[ACTION ITEM]: Retype the following records exactly and exclude the pictures.

Top of DATA LISTING

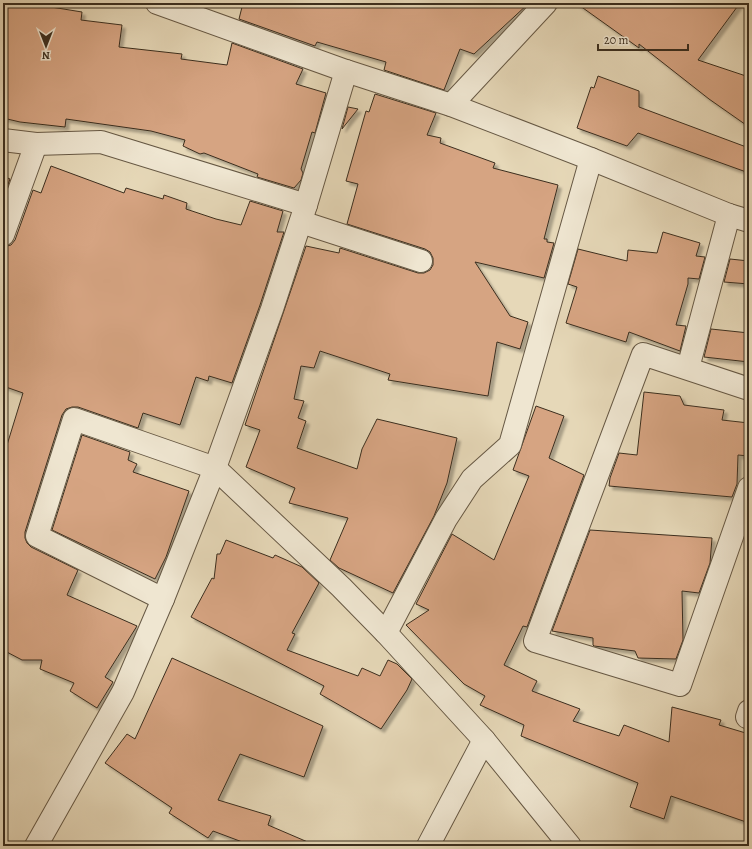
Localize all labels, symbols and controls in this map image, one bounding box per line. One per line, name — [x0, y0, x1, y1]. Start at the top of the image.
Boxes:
north arrow — [26, 26, 66, 66]
scale bar — [598, 26, 688, 52]
text: 20 m — [604, 32, 628, 48]
text: N — [42, 48, 50, 63]

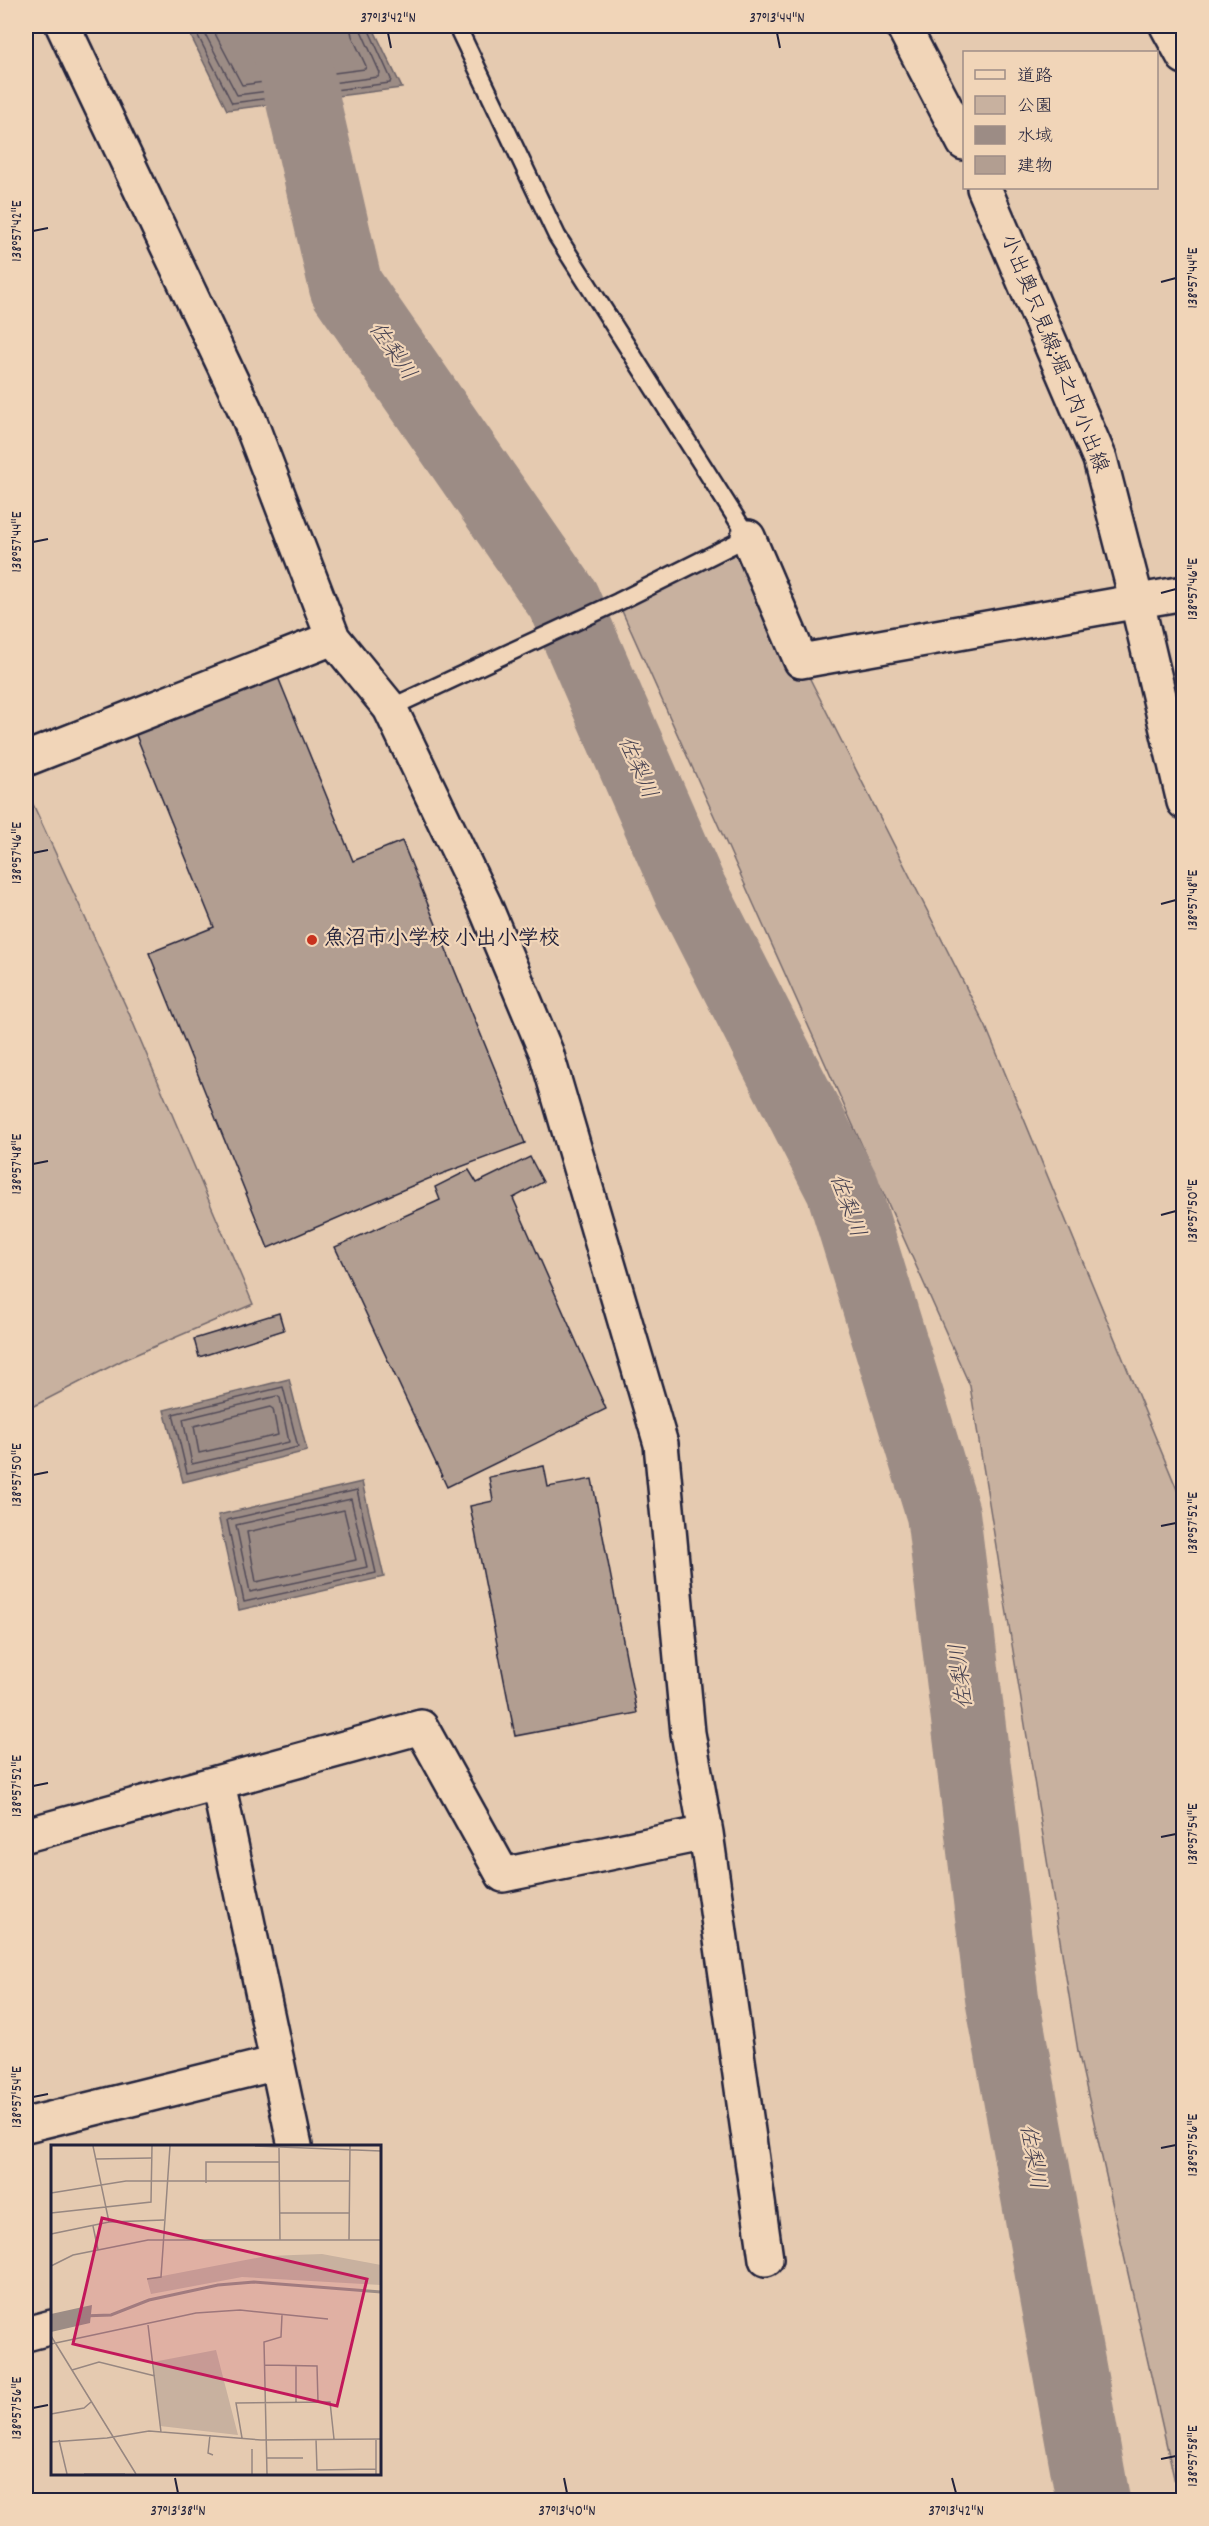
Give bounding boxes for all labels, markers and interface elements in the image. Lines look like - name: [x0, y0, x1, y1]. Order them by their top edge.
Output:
- text: 37°13'42"N: [360, 8, 416, 30]
- text: 37°13'44"N: [749, 8, 805, 30]
- legend: [963, 51, 1158, 189]
- text: 道路: [1017, 65, 1053, 90]
- text: 公園: [1017, 95, 1053, 120]
- text: 水域: [1017, 125, 1053, 150]
- text: 建物: [1017, 155, 1053, 180]
- text: 138°57'42"E: [7, 200, 29, 262]
- street label: 小出奥只見線;堀之内小出線: [991, 230, 1115, 478]
- text: 138°57'44"E: [1183, 247, 1205, 309]
- water label: 佐梨川: [359, 316, 423, 388]
- text: 138°57'44"E: [7, 511, 29, 573]
- text: 138°57'46"E: [1183, 558, 1205, 620]
- water label: 佐梨川: [608, 732, 664, 804]
- text: 138°57'46"E: [7, 822, 29, 884]
- text: 138°57'48"E: [1183, 869, 1205, 930]
- place label: 魚沼市小学校 小出小学校: [324, 925, 560, 955]
- marker: 魚沼市小学校 小出小学校: [305, 933, 319, 947]
- text: 138°57'48"E: [7, 1133, 29, 1194]
- water label: 佐梨川: [820, 1170, 872, 1242]
- text: 138°57'50"E: [1183, 1179, 1205, 1243]
- text: 138°57'50"E: [7, 1443, 29, 1507]
- text: 138°57'52"E: [1183, 1492, 1205, 1554]
- water label: 佐梨川: [944, 1641, 982, 1711]
- text: 138°57'52"E: [7, 1755, 29, 1817]
- text: 138°57'54"E: [1183, 1803, 1205, 1865]
- text: 138°57'54"E: [7, 2066, 29, 2128]
- text: 138°57'56"E: [1183, 2113, 1205, 2176]
- water label: 佐梨川: [1010, 2122, 1052, 2192]
- inset map: [51, 2145, 381, 2475]
- text: 138°57'56"E: [7, 2376, 29, 2439]
- text: 138°57'58"E: [1183, 2425, 1205, 2487]
- text: 37°13'38"N: [150, 2501, 206, 2523]
- text: 37°13'40"N: [538, 2501, 596, 2523]
- text: 37°13'42"N: [928, 2501, 984, 2523]

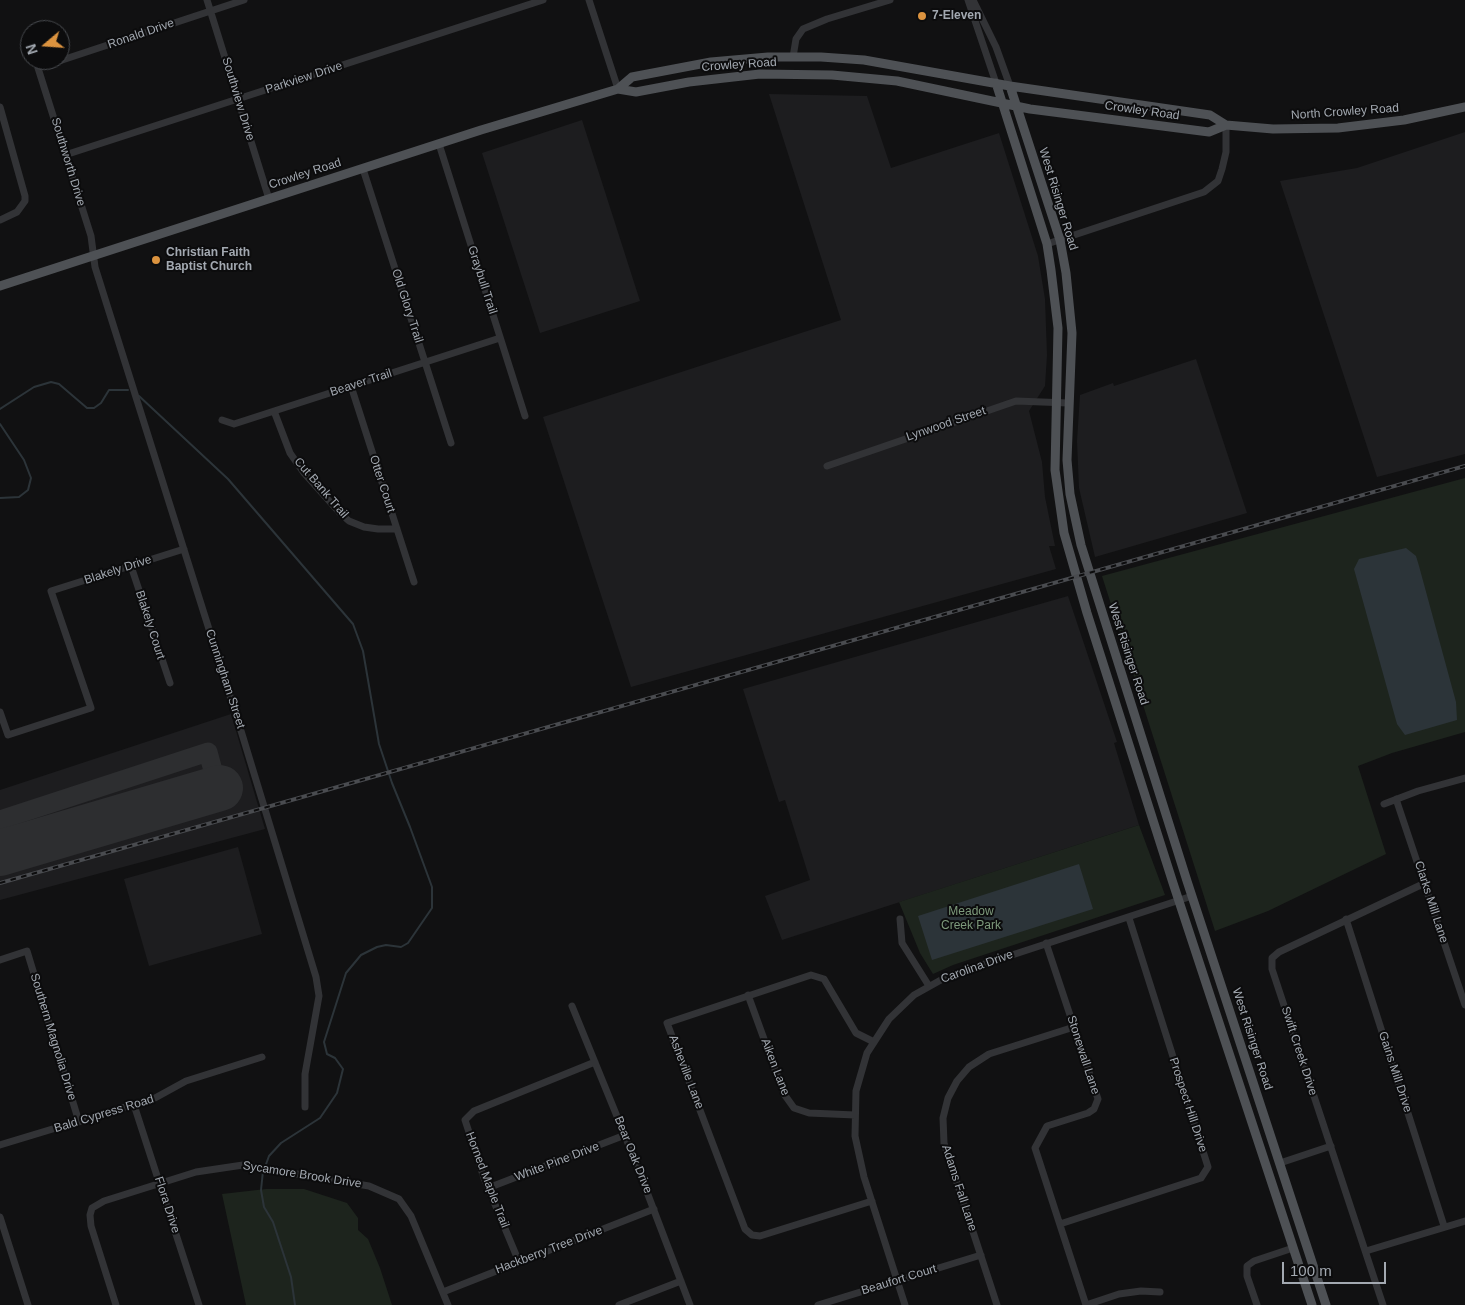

Bottom of DATA LISTING

[EXPECTED OUTPUT]:
Localize all labels, symbols and controls in this map image, one bounding box per line. One per line, name — [x0, y0, x1, y1]. Start at the top of the image.
Boxes:
north arrow — [26, 26, 66, 66]
scale bar — [598, 26, 688, 52]
text: 20 m — [604, 32, 628, 48]
text: N — [42, 48, 50, 63]

Give bounding boxes for all labels, markers and interface elements in the image. Lines look like - name: [x0, y0, x1, y1]. Order them by their top edge.
Output:
- text: 37°13'42"N: [360, 8, 416, 30]
- text: 37°13'44"N: [749, 8, 805, 30]
- legend: [963, 51, 1158, 189]
- text: 道路: [1017, 65, 1053, 90]
- text: 公園: [1017, 95, 1053, 120]
- text: 水域: [1017, 125, 1053, 150]
- text: 建物: [1017, 155, 1053, 180]
- text: 138°57'42"E: [7, 200, 29, 262]
- street label: 小出奥只見線;堀之内小出線: [991, 230, 1115, 478]
- text: 138°57'44"E: [1183, 247, 1205, 309]
- water label: 佐梨川: [359, 316, 423, 388]
- text: 138°57'44"E: [7, 511, 29, 573]
- text: 138°57'46"E: [1183, 558, 1205, 620]
- water label: 佐梨川: [608, 732, 664, 804]
- text: 138°57'46"E: [7, 822, 29, 884]
- text: 138°57'48"E: [1183, 869, 1205, 930]
- place label: 魚沼市小学校 小出小学校: [324, 925, 560, 955]
- marker: 魚沼市小学校 小出小学校: [305, 933, 319, 947]
- text: 138°57'48"E: [7, 1133, 29, 1194]
- water label: 佐梨川: [820, 1170, 872, 1242]
- text: 138°57'50"E: [1183, 1179, 1205, 1243]
- text: 138°57'50"E: [7, 1443, 29, 1507]
- text: 138°57'52"E: [1183, 1492, 1205, 1554]
- water label: 佐梨川: [944, 1641, 982, 1711]
- text: 138°57'52"E: [7, 1755, 29, 1817]
- text: 138°57'54"E: [1183, 1803, 1205, 1865]
- text: 138°57'54"E: [7, 2066, 29, 2128]
- text: 138°57'56"E: [1183, 2113, 1205, 2176]
- water label: 佐梨川: [1010, 2122, 1052, 2192]
- inset map: [51, 2145, 381, 2475]
- text: 138°57'56"E: [7, 2376, 29, 2439]
- text: 138°57'58"E: [1183, 2425, 1205, 2487]
- text: 37°13'38"N: [150, 2501, 206, 2523]
- text: 37°13'40"N: [538, 2501, 596, 2523]
- text: 37°13'42"N: [928, 2501, 984, 2523]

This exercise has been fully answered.